Data entries:
-*-*-

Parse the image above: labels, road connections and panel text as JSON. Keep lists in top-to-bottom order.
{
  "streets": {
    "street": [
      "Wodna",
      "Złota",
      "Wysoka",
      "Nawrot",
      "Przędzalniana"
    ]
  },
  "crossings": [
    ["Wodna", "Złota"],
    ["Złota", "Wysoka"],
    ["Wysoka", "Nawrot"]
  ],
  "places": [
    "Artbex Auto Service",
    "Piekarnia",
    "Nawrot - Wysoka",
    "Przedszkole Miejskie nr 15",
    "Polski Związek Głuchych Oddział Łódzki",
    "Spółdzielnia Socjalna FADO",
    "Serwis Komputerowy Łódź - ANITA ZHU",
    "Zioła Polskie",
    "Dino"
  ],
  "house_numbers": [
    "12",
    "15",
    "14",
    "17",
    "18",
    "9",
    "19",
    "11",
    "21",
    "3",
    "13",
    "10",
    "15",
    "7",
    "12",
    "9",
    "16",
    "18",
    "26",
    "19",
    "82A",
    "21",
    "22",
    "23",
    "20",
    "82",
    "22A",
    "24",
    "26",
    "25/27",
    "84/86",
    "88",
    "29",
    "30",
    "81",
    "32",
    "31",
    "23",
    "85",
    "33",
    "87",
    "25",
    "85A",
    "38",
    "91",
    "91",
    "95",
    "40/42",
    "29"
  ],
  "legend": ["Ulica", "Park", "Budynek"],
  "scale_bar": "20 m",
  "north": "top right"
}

-*-*-

Task goal. A complete, exact transcription of the records is needed.

Task solution.
Parse the image above: labels, road connections and panel text as JSON. Keep lists in top-to-bottom order.
{
  "streets": {
    "street": [
      "Wodna",
      "Złota",
      "Wysoka",
      "Nawrot",
      "Przędzalniana"
    ]
  },
  "crossings": [
    ["Wodna", "Złota"],
    ["Złota", "Wysoka"],
    ["Wysoka", "Nawrot"]
  ],
  "places": [
    "Artbex Auto Service",
    "Piekarnia",
    "Nawrot - Wysoka",
    "Przedszkole Miejskie nr 15",
    "Polski Związek Głuchych Oddział Łódzki",
    "Spółdzielnia Socjalna FADO",
    "Serwis Komputerowy Łódź - ANITA ZHU",
    "Zioła Polskie",
    "Dino"
  ],
  "house_numbers": [
    "12",
    "15",
    "14",
    "17",
    "18",
    "9",
    "19",
    "11",
    "21",
    "3",
    "13",
    "10",
    "15",
    "7",
    "12",
    "9",
    "16",
    "18",
    "26",
    "19",
    "82A",
    "21",
    "22",
    "23",
    "20",
    "82",
    "22A",
    "24",
    "26",
    "25/27",
    "84/86",
    "88",
    "29",
    "30",
    "81",
    "32",
    "31",
    "23",
    "85",
    "33",
    "87",
    "25",
    "85A",
    "38",
    "91",
    "91",
    "95",
    "40/42",
    "29"
  ],
  "legend": ["Ulica", "Park", "Budynek"],
  "scale_bar": "20 m",
  "north": "top right"
}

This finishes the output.